Gold prices fell for a fourth straight session on Monday due to a stronger dollar, with the U.S. Federal Reserve's monetary policy stance clouding the outlook for non-yielding bullion.
Spot gold was down 0.5% at $1,740.32 per ounce at 1135 GMT, after earlier hitting its lowest level since Nov. 10 at $1,735.90. U.S. gold futures shed 0.7% to $1,741.50.
"We've had several senior Fed officials... saying that the rate hiking cycle still has a way to go... that is offering support to the dollar and therefore capping the upside for gold," said Ricardo Evangelista, senior analyst at ActivTrades.
The dollar rose 0.8%, making greenback-priced bullion more expensive for overseas buyers.
Investors will keep a close eye on minutes from the Federal Reserve's November meeting due on Wednesday, with market participants pricing in a half-point rate increase in December following recent comments by Fed officials.
"With likely ongoing outflows from gold ETFs driven by further U.S. rate hikes, we expect gold to trade down to $1,600/oz by the end of the year," said UBS analyst Giovanni Staunovo.
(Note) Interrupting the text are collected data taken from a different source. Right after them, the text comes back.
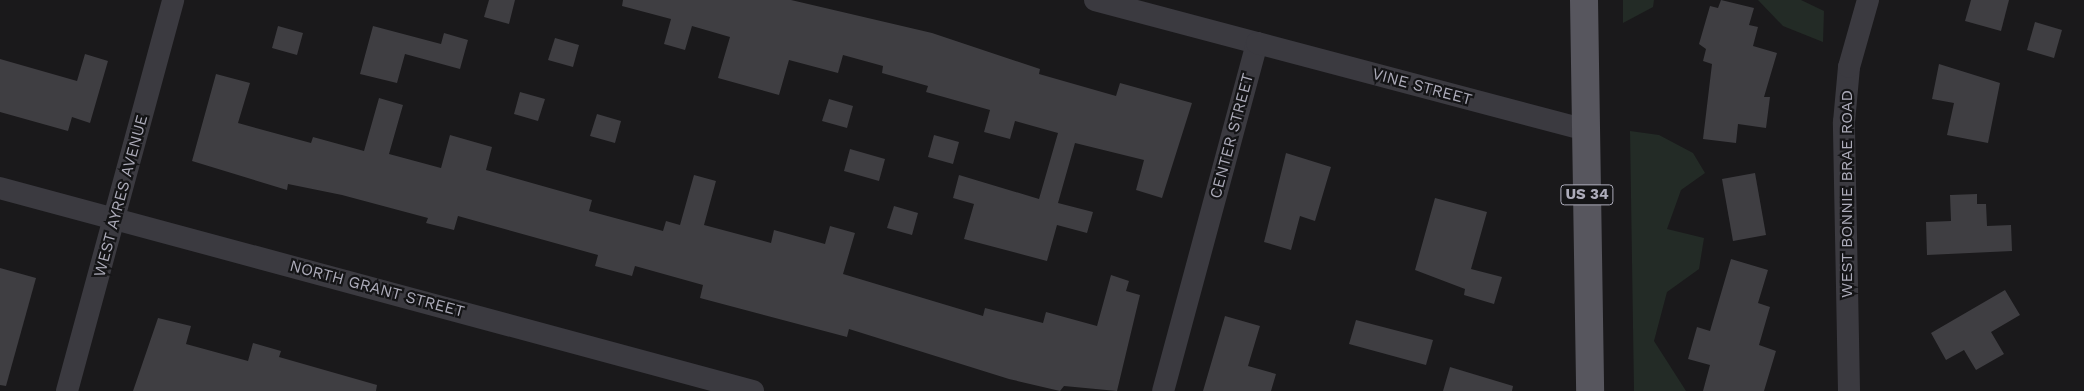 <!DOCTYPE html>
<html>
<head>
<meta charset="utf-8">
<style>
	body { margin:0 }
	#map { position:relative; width:2084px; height:391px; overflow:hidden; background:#1a191b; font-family:"Work Sans",sans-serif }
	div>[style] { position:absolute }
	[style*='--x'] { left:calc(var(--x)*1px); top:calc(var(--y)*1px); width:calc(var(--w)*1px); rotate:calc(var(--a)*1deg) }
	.green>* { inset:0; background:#232b26 }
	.building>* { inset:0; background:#3f3e42 }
	.street>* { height:22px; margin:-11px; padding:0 11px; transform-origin:11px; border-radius:11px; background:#3b3a40 }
	.primary>* { height:28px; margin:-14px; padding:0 14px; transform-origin:14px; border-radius:14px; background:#57565e }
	span { translate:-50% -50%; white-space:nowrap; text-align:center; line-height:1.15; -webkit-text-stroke:4.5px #141416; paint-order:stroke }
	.shield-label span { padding:1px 4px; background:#141416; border:1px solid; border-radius:4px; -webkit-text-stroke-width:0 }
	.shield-label { font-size:15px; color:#adacba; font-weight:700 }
	.street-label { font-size:16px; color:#adacba }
</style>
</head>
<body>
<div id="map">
	<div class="green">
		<i style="clip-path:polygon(1623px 0,1654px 0,1653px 7px,1623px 23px)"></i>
		<i style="clip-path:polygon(1758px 0,1801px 0,1824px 11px,1823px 42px,1783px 26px)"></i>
		<i style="clip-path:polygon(1630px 131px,1659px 135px,1693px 153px,1705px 173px,1681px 190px,1667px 229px,1704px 238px,1699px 269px,1667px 292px,1654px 341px,1686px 391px,1634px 391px)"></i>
	</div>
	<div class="building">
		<i style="clip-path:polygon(489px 0,515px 0,509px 24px,484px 17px)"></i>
		<i style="clip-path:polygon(623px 0,791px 0,932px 33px,1040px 69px,1039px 74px,1116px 96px,1120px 83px,1192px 103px,1162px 198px,1136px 190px,1144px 160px,1075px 143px,1058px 203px,1093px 212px,1087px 233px,1057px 225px,1047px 261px,964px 239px,974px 204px,953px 198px,959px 175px,1039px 199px,1058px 133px,1015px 121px,1010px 139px,984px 132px,990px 110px,926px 92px,928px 86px,882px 73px,883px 66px,843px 55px,838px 73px,789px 60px,779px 95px,718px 78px,730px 37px,692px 26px,685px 50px,664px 44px,671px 19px,622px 6px)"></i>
		<i style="clip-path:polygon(1721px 0,1754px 8px,1749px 25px,1758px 27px,1753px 46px,1777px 53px,1764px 97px,1770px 97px,1766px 128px,1738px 124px,1736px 143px,1703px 139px,1712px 64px,1703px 61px,1706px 49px,1699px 44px,1710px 6px,1718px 8px)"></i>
		<i style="clip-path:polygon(1971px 0,2009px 0,2001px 31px,1965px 21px)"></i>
		<i style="clip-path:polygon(2035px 22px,2062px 30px,2054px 58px,2027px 50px)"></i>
		<i style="clip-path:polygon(278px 26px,303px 33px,297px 55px,272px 48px)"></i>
		<i style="clip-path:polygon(373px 26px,441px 44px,444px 33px,468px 40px,460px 69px,405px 54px,397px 83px,360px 74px)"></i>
		<i style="clip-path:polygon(555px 38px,579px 45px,573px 67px,548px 60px)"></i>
		<i style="clip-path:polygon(85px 54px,108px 61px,90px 123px,72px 117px,68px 131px,0 112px,0 59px,77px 81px)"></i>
		<i style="clip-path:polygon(1939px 64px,2000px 83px,1988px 143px,1947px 135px,1954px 103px,1932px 99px)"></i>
		<i style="clip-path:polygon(216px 74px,250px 83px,238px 123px,311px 143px,313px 137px,364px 151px,379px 98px,403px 105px,389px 154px,441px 168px,450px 135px,492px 147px,486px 170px,592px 200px,589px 211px,663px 231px,666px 221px,680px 225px,694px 175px,716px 181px,704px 225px,771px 243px,774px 230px,825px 244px,830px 226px,855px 233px,843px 274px,983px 316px,985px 308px,1043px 323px,1046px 312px,1097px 326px,1111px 275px,1129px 281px,1126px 291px,1140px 295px,1117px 391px,1064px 386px,1060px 391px,1009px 379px,849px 329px,847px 337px,700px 298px,703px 285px,635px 266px,632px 276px,595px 266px,598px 255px,458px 216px,454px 230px,426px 223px,428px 218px,342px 195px,288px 184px,287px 190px,192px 161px)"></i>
		<i style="clip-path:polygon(520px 92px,545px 99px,538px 121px,514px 114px)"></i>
		<i style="clip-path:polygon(829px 99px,853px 106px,847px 128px,822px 121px)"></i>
		<i style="clip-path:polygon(597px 114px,621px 121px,615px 143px,590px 136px)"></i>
		<i style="clip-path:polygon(934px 135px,959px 142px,953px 164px,928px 157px)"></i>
		<i style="clip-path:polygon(850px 149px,885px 159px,879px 181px,844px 171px)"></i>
		<i style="clip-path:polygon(1286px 153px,1331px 167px,1315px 221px,1300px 216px,1291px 250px,1264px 242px)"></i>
		<i style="clip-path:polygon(1755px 173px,1766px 235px,1733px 241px,1722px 179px)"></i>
		<i style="clip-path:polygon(1977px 194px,1977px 204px,1986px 204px,1987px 226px,2011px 225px,2012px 251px,1927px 255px,1926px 222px,1951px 221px,1950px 195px)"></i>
		<i style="clip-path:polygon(1435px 198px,1487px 212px,1471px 269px,1502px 277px,1494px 304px,1464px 295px,1465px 289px,1415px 270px)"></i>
		<i style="clip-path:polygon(894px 206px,918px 213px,912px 235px,887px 228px)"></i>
		<i style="clip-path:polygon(1731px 259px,1768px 270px,1758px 303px,1770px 307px,1759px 345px,1776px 351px,1764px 391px,1703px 391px,1710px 365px,1688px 359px,1697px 327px,1710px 331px)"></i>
		<i style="clip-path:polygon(0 268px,36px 278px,6px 386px,0 385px)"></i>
		<i style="clip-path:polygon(2005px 290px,2020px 315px,1991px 332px,2004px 354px,1976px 370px,1964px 350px,1946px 360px,1931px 333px)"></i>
		<i style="clip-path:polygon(1225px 316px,1260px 326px,1248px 366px,1276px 374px,1271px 391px,1203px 391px)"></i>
		<i style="clip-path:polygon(158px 318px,191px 326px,186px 344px,248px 361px,253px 343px,281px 351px,279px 357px,377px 385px,376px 391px,133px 391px)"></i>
		<i style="clip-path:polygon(1356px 320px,1433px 340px,1426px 365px,1349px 344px)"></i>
		<i style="clip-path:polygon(1450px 367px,1513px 386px,1512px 391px,1443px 391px)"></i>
	</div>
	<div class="street">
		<i style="--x:1095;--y:0;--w:168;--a:14.9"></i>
		<i style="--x:1257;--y:43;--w:360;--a:105.1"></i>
		<i style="--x:1257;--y:43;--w:341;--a:14.8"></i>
		<i style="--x:0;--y:188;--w:780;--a:15.09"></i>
		<i style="--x:67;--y:391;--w:405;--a:-74.8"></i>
		<i style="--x:1849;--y:391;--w:269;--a:-91.1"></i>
		<i style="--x:1844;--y:122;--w:55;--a:-84.8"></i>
		<i style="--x:1849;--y:67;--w:70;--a:-74.2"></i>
	</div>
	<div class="primary">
		<i style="--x:1584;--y:0;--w:391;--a:89.1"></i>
	</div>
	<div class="shield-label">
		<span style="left:1587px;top:195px">US 34</span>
	</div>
	<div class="street-label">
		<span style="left:1422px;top:87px;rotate:15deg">VINE STREET</span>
		<span style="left:1232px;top:136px;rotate:-75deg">CENTER STREET</span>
		<span style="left:1847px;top:194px;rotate:-90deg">WEST BONNIE BRAE ROAD</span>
		<span style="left:121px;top:196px;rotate:-75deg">WEST AYRES AVENUE</span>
		<span style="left:377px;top:289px;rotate:15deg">NORTH GRANT STREET</span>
	</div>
</div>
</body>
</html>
Higher interest rates sour the appeal of gold, traditionally a hedge against inflation, as they raise the opportunity cost of holding bullion which yields no interest.
Investors are also keeping an eye on the economic fallout from fresh COVID-19 restrictions in top bullion consumer China.
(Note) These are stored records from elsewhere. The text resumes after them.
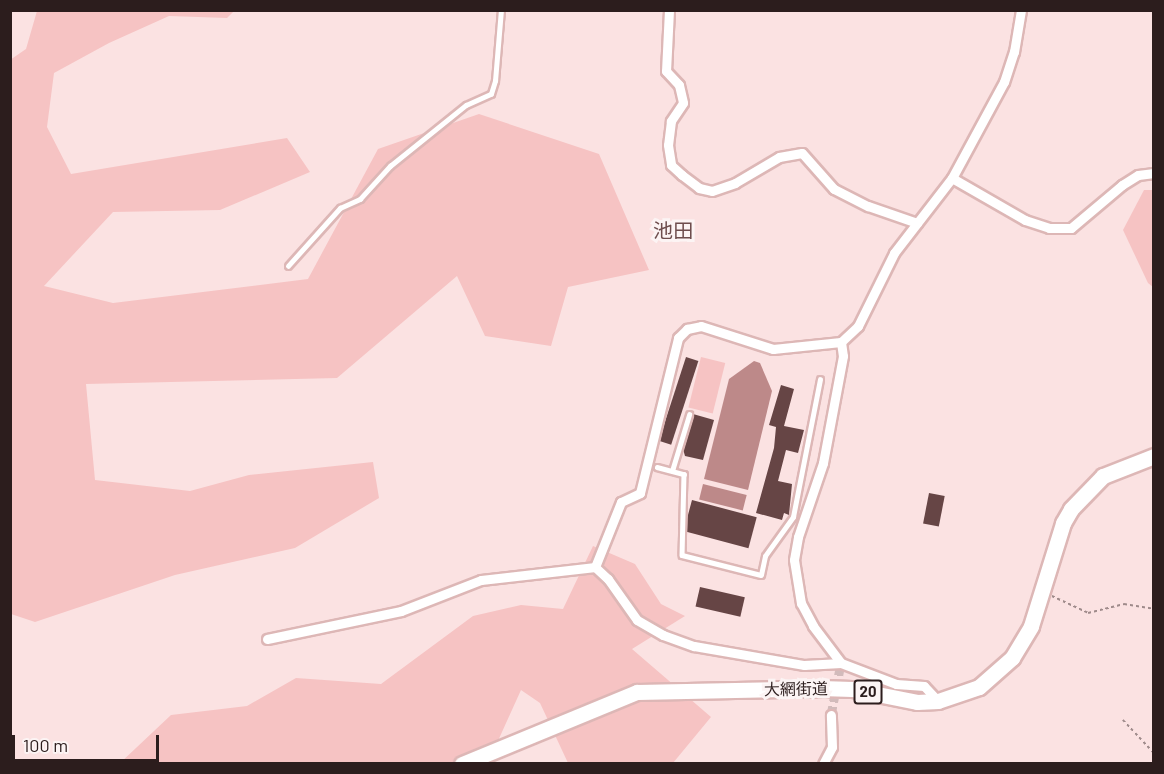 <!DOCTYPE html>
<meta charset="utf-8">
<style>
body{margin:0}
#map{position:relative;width:1164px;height:774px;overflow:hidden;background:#fbe2e2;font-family:Barlow,"Noto Sans JP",sans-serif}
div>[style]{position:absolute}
.green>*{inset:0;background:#f6c3c3;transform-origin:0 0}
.water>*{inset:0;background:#bd8989;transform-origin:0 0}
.building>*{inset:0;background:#664545;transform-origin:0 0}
.minor-tunnel>*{height:9px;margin-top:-4.5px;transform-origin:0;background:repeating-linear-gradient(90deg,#d2bbbb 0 9px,transparent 0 13.5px)}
.path>*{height:1.5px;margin-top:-0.75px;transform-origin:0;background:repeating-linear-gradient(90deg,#9f8b8b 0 3px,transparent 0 6px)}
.roads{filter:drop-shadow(2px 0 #ddb7b6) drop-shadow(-2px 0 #ddb7b6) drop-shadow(0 2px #ddb7b6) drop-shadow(0 -2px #ddb7b6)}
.service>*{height:4.5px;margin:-2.25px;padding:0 2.25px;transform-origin:2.25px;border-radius:2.25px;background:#fff}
.minor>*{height:9px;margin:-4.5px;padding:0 4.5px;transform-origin:4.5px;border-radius:4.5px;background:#fff}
.primary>*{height:15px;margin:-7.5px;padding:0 7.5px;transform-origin:7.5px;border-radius:7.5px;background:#fff}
span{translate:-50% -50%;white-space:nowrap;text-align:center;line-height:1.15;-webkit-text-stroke:6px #fcf4f4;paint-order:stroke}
.shield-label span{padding:2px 4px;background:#fcf4f4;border:2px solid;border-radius:4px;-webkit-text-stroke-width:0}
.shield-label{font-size:15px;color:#2c1d1d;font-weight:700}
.street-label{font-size:16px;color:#2c1d1d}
.quarter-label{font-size:20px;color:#6e4d4d}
.frame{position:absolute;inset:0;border:12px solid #2c1d1d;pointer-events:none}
.scale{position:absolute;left:12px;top:735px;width:147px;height:27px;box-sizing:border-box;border:3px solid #2c1d1d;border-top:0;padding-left:8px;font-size:18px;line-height:21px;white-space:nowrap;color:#2c1d1d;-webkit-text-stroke:4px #fcf4f4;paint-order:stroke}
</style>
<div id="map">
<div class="green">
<i style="clip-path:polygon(37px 11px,234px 11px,227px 18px,169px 16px,109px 43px,54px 73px,47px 127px,71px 174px,287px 138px,310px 172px,220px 210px,113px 212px,44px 286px,113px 303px,308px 279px,378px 149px,479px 114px,599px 154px,649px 270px,568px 287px,551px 346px,485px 336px,457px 276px,337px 378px,86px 384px,95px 480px,190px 491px,249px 475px,373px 462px,379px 498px,295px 548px,175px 575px,35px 622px,11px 614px,10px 60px,26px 49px)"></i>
<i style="clip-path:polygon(1144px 190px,1153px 190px,1153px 287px,1148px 283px,1123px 230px)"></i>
<i style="left:701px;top:357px;width:25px;height:52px;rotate:14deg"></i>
<i style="clip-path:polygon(593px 546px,635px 564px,661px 604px,685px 616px,632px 649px,711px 717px,673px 763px,568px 763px,540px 703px,521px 690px,488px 763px,119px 764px,171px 715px,247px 706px,296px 678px,381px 684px,473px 616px,521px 605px,563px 609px)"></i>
</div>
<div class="water">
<i style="clip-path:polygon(754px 361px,760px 363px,772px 391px,748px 490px,704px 479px,729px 379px)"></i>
<i style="left:703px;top:484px;width:45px;height:16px;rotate:14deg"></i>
</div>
<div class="building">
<i style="left:686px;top:357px;width:13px;height:88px;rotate:18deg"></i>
<i style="clip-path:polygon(781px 385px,794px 389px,784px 426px,804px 430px,798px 453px,786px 450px,778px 481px,792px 484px,789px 515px,784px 513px,782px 520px,756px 513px,774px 448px,776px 427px,769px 425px)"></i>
<i style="clip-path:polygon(693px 414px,714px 420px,703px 460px,685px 456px,683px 449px)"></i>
<i style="left:929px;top:493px;width:16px;height:31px;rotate:11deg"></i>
<i style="left:692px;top:500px;width:67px;height:32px;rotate:15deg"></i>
<i style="left:700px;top:587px;width:46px;height:20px;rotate:13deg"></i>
</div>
<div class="minor-tunnel">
<i style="left:831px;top:715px;width:53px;rotate:-79.1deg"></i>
</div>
<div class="path">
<i style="left:1052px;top:596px;width:40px;rotate:25deg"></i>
<i style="left:1088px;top:613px;width:37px;rotate:-14deg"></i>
<i style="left:1124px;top:604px;width:30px;rotate:9deg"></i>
<i style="left:1123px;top:720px;width:45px;rotate:46.8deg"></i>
</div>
<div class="roads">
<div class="service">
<i style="left:288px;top:266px;width:78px;rotate:-48.1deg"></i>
<i style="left:340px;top:208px;width:22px;rotate:-24deg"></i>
<i style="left:360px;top:199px;width:45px;rotate:-47.7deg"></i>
<i style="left:390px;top:166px;width:97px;rotate:-38.8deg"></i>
<i style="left:466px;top:105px;width:27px;rotate:-24deg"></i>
<i style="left:491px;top:94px;width:14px;rotate:-73deg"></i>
<i style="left:495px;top:81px;width:71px;rotate:-85.2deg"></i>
<i style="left:657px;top:467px;width:28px;rotate:15deg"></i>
<i style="left:684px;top:474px;width:81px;rotate:91.4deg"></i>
<i style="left:682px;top:555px;width:81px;rotate:14.2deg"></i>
<i style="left:761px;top:575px;width:19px;rotate:-78deg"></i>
<i style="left:765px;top:556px;width:48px;rotate:-54.3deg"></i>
<i style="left:793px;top:517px;width:140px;rotate:-78.9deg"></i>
<i style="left:672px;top:471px;width:59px;rotate:-73.1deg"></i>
</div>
<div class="minor">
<i style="left:669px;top:10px;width:61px;rotate:92.8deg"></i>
<i style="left:666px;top:71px;width:19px;rotate:47deg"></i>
<i style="left:679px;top:85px;width:18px;rotate:77deg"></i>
<i style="left:683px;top:103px;width:22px;rotate:124deg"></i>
<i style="left:671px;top:121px;width:24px;rotate:97deg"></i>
<i style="left:668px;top:145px;width:20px;rotate:81deg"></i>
<i style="left:671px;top:165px;width:15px;rotate:42deg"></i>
<i style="left:682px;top:175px;width:21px;rotate:37deg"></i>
<i style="left:699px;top:188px;width:13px;rotate:13deg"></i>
<i style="left:712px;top:191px;width:24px;rotate:-19deg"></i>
<i style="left:735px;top:183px;width:51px;rotate:-30.6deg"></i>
<i style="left:779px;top:157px;width:23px;rotate:-10deg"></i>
<i style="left:802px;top:153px;width:48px;rotate:48.4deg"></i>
<i style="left:834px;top:189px;width:38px;rotate:27deg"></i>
<i style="left:868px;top:206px;width:52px;rotate:19.1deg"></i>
<i style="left:952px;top:178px;width:84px;rotate:29.9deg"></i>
<i style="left:1025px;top:220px;width:25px;rotate:18deg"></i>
<i style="left:1049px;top:228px;width:22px"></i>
<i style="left:1071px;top:228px;width:67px;rotate:-40.1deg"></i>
<i style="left:1122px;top:185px;width:19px;rotate:-32deg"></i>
<i style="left:1138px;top:175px;width:16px;rotate:-7deg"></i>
<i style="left:841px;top:342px;width:14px;rotate:82deg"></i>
<i style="left:843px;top:356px;width:109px;rotate:100.6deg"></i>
<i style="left:823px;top:463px;width:78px;rotate:108.7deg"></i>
<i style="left:798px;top:537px;width:23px;rotate:100deg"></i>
<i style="left:794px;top:560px;width:44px;rotate:80.8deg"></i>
<i style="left:801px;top:603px;width:26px;rotate:62deg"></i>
<i style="left:813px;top:626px;width:46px;rotate:52.9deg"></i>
<i style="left:595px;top:567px;width:70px;rotate:-68.2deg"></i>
<i style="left:621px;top:502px;width:21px;rotate:-25deg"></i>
<i style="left:640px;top:493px;width:160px;rotate:-76.2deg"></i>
<i style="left:678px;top:338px;width:13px;rotate:-45deg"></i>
<i style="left:687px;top:329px;width:14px;rotate:-12deg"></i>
<i style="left:701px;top:326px;width:76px;rotate:17.7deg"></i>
<i style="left:773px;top:349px;width:68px;rotate:-5.9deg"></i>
<i style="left:841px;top:342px;width:23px;rotate:-43deg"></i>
<i style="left:858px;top:326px;width:81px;rotate:-63.7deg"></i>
<i style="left:894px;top:253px;width:95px;rotate:-52.3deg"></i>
<i style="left:952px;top:178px;width:109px;rotate:-61.6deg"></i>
<i style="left:1004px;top:82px;width:32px;rotate:-72deg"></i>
<i style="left:1014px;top:52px;width:43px;rotate:-80.5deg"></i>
<i style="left:267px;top:639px;width:137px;rotate:-11.8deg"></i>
<i style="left:401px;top:611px;width:86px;rotate:-21.2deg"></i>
<i style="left:481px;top:580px;width:115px;rotate:-6.5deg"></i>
<i style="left:595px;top:567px;width:18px;rotate:43deg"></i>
<i style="left:608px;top:579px;width:50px;rotate:54.7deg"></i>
<i style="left:637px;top:620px;width:30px;rotate:30deg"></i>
<i style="left:663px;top:635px;width:33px;rotate:20deg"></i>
<i style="left:694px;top:646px;width:112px;rotate:9.8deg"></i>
<i style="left:804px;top:665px;width:37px;rotate:-3deg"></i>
<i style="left:841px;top:663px;width:59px;rotate:20.9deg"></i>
<i style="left:896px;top:684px;width:28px;rotate:4deg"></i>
<i style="left:924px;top:686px;width:21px;rotate:47deg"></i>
<i style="left:823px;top:764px;width:19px;rotate:-62deg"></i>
<i style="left:832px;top:747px;width:32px;rotate:-92deg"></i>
</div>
<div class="primary">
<i style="left:462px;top:764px;width:189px;rotate:-22.4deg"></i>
<i style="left:637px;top:692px;width:184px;rotate:-1.2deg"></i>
<i style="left:821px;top:688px;width:31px;rotate:2deg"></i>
<i style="left:852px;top:689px;width:66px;rotate:11.3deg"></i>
<i style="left:917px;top:702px;width:21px;rotate:-3deg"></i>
<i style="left:938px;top:701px;width:43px;rotate:-18.9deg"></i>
<i style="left:979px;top:687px;width:44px;rotate:-41.3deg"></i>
<i style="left:1012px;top:658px;width:37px;rotate:-59deg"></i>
<i style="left:1031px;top:626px;width:108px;rotate:-72.7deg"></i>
<i style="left:1063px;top:523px;width:16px;rotate:-60deg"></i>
<i style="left:1071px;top:509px;width:46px;rotate:-45.9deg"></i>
<i style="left:1103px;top:476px;width:55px;rotate:-21.4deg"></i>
</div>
</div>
<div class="shield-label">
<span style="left:868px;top:692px">20</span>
</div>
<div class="street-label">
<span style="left:796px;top:689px;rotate:-1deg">大網街道</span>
</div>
<div class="quarter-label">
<span style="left:673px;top:230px">池田</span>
</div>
<div class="frame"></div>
<div class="scale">100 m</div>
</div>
Chinese physical gold premiums fell sharply last week as buying slowed.
Elsewhere, spot silver fell 1.3% to $20.64 per ounce.
"While the long-term fundamental outlook for silver remains positive, the short-term clouds brought by Fed hikes are blocking that sunny picture," Kinesis Money analyst Rupert Rowling said in a note.
Platinum shed 0.6% to $971.63 and palladium dropped 2.2% to $1,893.88.